**What you should do:** Return each line of the entries that holds the string "auto".

**Supplied material:**
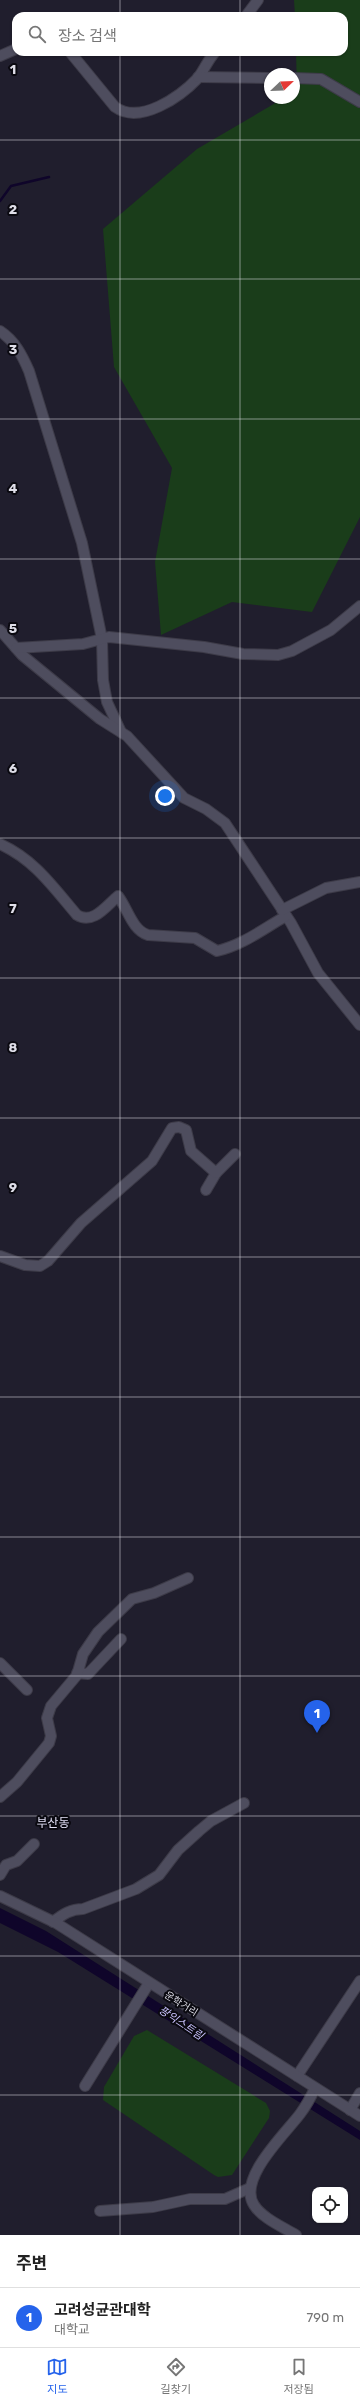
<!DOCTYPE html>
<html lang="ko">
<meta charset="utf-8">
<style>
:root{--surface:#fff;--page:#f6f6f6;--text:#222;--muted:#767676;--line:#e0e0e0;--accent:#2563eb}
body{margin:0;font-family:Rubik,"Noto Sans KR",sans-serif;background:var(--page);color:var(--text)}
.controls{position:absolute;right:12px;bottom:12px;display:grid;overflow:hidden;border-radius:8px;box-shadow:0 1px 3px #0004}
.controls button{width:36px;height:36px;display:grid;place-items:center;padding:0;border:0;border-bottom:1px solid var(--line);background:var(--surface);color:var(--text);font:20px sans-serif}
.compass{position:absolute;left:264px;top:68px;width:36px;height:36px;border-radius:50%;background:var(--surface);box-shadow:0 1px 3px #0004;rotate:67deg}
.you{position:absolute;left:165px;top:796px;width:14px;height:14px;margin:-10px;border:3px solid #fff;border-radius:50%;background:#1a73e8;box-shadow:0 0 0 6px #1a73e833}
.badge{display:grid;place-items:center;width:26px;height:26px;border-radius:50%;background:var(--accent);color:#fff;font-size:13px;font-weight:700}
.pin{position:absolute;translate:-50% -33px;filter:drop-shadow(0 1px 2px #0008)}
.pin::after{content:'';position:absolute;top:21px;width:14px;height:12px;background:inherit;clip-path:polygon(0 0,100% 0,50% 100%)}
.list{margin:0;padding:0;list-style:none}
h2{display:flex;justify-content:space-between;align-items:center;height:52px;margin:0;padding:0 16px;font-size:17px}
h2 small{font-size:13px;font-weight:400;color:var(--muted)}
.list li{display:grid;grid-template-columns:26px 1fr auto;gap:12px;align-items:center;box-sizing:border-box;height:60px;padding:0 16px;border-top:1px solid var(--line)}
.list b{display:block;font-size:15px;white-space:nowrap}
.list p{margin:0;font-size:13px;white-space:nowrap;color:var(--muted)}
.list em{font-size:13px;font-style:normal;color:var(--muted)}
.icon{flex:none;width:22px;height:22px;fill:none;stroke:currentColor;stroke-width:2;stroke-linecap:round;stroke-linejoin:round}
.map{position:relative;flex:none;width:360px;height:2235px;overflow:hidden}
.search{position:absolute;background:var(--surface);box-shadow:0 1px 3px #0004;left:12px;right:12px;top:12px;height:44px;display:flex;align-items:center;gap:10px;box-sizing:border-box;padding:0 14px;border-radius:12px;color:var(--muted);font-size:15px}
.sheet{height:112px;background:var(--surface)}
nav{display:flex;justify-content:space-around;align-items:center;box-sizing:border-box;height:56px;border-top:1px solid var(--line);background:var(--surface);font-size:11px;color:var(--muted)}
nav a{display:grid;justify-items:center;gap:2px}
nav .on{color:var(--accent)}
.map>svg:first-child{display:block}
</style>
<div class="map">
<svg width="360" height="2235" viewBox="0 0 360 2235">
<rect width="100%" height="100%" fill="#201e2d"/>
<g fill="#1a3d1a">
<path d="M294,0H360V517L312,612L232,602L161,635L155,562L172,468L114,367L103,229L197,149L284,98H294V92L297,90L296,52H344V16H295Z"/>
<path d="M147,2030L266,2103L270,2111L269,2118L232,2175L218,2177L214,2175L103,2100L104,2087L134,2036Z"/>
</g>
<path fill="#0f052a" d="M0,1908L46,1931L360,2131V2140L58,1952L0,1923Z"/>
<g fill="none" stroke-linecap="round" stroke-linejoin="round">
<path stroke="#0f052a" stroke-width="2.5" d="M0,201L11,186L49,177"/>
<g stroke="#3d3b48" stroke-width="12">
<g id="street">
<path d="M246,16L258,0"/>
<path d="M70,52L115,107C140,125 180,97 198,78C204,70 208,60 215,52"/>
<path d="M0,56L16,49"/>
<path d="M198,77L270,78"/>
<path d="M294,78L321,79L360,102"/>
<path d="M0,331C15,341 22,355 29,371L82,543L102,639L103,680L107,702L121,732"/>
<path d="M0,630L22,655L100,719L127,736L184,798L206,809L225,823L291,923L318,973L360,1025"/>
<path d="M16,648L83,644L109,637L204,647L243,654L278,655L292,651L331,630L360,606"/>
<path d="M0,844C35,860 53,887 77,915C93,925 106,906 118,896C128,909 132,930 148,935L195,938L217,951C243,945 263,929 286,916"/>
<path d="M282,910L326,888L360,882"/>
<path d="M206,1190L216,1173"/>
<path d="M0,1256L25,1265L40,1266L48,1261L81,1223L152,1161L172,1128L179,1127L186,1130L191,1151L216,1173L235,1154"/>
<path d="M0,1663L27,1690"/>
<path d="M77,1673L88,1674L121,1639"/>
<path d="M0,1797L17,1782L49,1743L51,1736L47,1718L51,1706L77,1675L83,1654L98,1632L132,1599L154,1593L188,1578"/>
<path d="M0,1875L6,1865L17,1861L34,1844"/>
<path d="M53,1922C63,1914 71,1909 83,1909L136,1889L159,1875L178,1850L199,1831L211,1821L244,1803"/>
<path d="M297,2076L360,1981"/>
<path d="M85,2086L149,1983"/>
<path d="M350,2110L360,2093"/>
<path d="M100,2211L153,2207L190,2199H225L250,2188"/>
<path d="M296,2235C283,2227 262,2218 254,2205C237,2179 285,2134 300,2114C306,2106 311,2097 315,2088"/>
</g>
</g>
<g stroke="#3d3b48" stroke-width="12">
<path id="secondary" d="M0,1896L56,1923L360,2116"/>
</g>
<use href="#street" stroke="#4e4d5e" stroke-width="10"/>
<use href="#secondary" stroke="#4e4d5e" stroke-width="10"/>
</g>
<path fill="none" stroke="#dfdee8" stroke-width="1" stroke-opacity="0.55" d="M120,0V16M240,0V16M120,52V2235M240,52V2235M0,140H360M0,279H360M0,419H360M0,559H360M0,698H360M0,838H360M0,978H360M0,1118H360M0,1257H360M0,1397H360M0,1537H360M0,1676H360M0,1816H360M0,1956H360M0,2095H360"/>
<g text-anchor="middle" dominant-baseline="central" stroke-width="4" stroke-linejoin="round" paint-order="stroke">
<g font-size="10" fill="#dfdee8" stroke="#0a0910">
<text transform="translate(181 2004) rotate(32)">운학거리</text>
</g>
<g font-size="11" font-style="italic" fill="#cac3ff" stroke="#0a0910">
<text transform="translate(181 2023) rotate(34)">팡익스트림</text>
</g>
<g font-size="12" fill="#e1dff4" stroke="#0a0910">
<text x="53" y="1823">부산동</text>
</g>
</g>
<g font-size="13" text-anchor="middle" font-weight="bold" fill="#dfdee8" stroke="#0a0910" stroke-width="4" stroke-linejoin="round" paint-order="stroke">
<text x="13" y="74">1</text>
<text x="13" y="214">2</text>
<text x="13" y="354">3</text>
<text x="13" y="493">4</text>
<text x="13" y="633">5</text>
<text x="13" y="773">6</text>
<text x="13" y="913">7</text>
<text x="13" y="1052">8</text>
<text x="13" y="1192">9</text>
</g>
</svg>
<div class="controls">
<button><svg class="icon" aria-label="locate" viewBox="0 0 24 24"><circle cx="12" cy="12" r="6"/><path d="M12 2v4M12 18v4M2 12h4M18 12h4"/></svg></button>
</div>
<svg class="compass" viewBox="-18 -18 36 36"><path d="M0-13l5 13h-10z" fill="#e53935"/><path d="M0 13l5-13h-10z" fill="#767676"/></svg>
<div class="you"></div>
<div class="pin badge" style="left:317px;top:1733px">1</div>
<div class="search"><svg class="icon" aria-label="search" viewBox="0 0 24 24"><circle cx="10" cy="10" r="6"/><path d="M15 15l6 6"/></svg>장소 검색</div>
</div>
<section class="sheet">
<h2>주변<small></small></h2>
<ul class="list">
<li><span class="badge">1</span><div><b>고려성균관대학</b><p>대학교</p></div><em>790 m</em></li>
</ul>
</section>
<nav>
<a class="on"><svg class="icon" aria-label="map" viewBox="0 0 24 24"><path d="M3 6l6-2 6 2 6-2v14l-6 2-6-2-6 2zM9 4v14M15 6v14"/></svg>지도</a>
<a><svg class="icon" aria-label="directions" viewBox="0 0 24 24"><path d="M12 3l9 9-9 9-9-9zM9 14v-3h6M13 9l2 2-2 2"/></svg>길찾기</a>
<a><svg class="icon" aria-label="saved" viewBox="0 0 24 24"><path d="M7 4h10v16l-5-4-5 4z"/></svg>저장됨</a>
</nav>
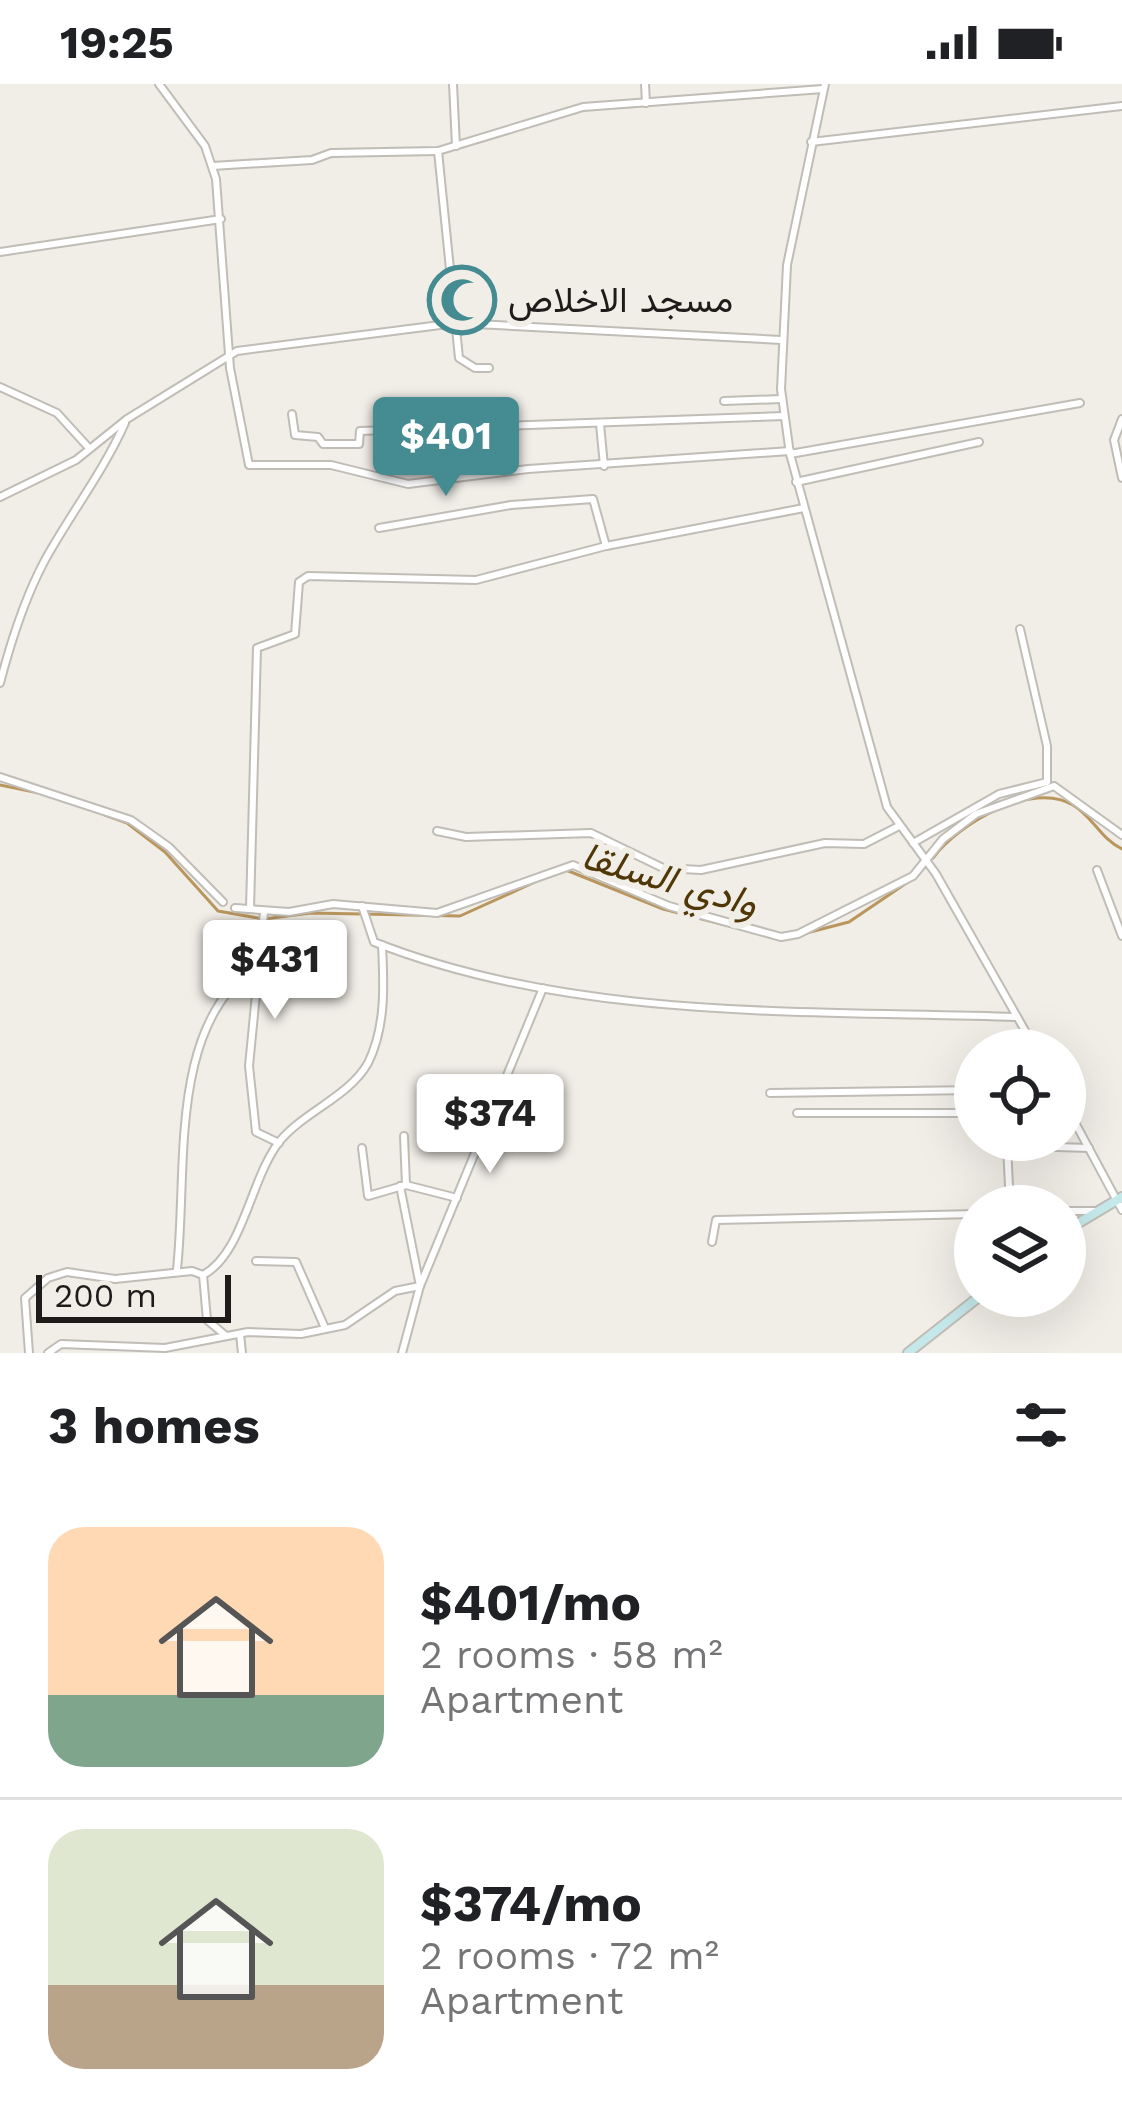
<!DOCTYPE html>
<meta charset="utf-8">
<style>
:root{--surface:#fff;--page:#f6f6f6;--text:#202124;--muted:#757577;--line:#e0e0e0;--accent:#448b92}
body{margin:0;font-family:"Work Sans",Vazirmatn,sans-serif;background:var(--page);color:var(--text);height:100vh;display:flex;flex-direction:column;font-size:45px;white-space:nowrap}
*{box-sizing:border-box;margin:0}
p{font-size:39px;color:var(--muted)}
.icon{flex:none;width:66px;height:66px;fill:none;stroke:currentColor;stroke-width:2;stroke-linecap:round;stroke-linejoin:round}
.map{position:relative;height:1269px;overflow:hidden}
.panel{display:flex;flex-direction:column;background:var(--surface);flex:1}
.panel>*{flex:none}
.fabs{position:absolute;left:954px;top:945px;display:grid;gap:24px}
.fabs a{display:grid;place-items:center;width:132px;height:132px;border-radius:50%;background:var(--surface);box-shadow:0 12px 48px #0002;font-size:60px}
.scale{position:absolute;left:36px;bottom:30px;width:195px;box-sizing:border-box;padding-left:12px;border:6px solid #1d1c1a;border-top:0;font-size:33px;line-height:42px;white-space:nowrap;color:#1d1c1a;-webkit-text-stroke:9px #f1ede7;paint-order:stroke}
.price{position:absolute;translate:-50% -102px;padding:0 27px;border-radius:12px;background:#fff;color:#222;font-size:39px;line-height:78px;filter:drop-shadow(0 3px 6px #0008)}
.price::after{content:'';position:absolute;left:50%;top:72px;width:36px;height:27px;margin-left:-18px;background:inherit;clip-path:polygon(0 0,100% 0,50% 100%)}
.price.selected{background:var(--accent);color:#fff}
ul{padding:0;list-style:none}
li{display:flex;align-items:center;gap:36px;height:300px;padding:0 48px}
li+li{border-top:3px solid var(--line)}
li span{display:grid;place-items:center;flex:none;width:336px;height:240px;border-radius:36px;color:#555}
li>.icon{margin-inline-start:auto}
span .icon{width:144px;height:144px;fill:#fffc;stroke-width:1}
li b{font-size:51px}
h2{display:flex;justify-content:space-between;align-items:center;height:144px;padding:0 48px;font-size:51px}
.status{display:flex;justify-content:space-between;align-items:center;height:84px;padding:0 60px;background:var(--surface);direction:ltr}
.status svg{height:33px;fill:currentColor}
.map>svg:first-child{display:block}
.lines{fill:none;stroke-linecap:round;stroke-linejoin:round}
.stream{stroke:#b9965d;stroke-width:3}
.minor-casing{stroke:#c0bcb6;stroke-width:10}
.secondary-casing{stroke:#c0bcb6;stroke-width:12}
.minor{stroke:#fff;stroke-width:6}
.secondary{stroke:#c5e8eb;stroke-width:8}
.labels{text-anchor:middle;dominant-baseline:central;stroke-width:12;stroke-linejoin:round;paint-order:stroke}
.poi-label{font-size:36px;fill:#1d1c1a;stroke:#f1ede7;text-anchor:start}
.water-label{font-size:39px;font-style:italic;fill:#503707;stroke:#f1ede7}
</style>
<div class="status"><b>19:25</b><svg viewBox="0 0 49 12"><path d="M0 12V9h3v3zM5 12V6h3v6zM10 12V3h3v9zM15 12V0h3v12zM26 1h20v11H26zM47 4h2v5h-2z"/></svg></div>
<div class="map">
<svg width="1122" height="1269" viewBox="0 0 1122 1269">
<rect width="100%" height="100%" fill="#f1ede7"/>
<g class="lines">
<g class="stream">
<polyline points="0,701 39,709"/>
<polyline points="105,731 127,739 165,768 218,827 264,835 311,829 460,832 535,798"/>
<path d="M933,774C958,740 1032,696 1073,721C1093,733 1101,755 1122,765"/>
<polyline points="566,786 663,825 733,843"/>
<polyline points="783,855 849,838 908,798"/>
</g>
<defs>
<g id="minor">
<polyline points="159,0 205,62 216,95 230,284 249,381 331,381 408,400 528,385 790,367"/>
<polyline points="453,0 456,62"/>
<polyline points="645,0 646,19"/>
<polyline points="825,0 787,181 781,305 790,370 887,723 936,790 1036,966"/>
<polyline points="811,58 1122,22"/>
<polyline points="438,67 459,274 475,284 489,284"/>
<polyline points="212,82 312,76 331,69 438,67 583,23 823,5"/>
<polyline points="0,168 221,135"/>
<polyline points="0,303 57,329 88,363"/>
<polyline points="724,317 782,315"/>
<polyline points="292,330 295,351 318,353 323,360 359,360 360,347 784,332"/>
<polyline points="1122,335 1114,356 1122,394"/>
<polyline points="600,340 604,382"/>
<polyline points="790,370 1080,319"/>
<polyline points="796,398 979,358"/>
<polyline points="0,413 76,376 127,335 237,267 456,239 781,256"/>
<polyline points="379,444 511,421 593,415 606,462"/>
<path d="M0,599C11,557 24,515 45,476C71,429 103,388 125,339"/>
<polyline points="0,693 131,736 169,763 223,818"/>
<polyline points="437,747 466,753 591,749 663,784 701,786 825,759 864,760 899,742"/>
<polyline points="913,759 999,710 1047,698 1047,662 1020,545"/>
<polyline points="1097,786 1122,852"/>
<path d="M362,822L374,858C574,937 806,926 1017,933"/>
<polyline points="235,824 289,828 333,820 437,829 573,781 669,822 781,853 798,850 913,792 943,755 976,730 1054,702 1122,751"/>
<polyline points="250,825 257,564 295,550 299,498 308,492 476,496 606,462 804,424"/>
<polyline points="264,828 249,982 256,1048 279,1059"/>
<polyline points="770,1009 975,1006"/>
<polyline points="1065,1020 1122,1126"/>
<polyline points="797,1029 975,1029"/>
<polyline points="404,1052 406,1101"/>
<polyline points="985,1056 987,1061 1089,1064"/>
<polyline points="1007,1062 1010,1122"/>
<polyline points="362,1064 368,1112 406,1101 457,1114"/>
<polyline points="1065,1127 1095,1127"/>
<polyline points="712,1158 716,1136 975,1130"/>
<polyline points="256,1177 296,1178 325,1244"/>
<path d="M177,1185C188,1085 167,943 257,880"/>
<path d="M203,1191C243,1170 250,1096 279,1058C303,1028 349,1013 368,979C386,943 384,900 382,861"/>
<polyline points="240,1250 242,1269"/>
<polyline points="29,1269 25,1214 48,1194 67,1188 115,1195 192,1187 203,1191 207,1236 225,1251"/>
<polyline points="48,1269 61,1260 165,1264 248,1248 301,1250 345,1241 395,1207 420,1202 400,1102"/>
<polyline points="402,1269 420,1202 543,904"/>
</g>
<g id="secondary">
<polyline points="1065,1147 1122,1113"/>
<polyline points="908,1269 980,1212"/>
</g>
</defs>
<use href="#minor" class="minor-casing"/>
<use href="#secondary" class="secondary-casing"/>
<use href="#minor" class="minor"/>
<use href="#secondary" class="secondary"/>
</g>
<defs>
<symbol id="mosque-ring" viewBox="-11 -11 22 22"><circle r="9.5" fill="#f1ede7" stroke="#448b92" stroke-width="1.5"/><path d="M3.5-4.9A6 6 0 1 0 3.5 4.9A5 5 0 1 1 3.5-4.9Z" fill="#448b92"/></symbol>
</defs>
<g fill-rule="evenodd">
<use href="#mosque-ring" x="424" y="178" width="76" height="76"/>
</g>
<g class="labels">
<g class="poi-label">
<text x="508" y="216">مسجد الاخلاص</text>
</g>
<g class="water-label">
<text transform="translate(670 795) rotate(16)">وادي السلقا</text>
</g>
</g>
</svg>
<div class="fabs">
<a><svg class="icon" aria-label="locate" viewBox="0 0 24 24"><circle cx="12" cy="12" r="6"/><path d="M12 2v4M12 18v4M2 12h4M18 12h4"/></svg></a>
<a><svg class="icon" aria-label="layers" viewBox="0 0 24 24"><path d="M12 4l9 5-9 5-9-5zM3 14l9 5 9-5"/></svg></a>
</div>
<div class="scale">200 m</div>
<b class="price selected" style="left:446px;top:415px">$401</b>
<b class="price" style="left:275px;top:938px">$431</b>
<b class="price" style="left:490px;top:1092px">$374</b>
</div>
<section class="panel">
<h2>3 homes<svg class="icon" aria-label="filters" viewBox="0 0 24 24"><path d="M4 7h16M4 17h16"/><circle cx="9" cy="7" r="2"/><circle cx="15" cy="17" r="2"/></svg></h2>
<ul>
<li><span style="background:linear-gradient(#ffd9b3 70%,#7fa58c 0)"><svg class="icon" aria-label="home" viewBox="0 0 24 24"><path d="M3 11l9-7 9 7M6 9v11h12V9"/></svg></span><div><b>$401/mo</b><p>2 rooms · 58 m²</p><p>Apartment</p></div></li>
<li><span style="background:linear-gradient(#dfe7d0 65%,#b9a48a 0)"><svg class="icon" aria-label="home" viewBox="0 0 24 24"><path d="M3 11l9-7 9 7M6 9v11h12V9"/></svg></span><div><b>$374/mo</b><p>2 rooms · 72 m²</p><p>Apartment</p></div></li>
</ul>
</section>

**Solution to the problem:**
.list li{display:grid;grid-template-columns:26px 1fr auto;gap:12px;align-items:center;box-sizing:border-box;height:60px;padding:0 16px;border-top:1px solid var(--line)}
li>.icon{margin-inline-start:auto}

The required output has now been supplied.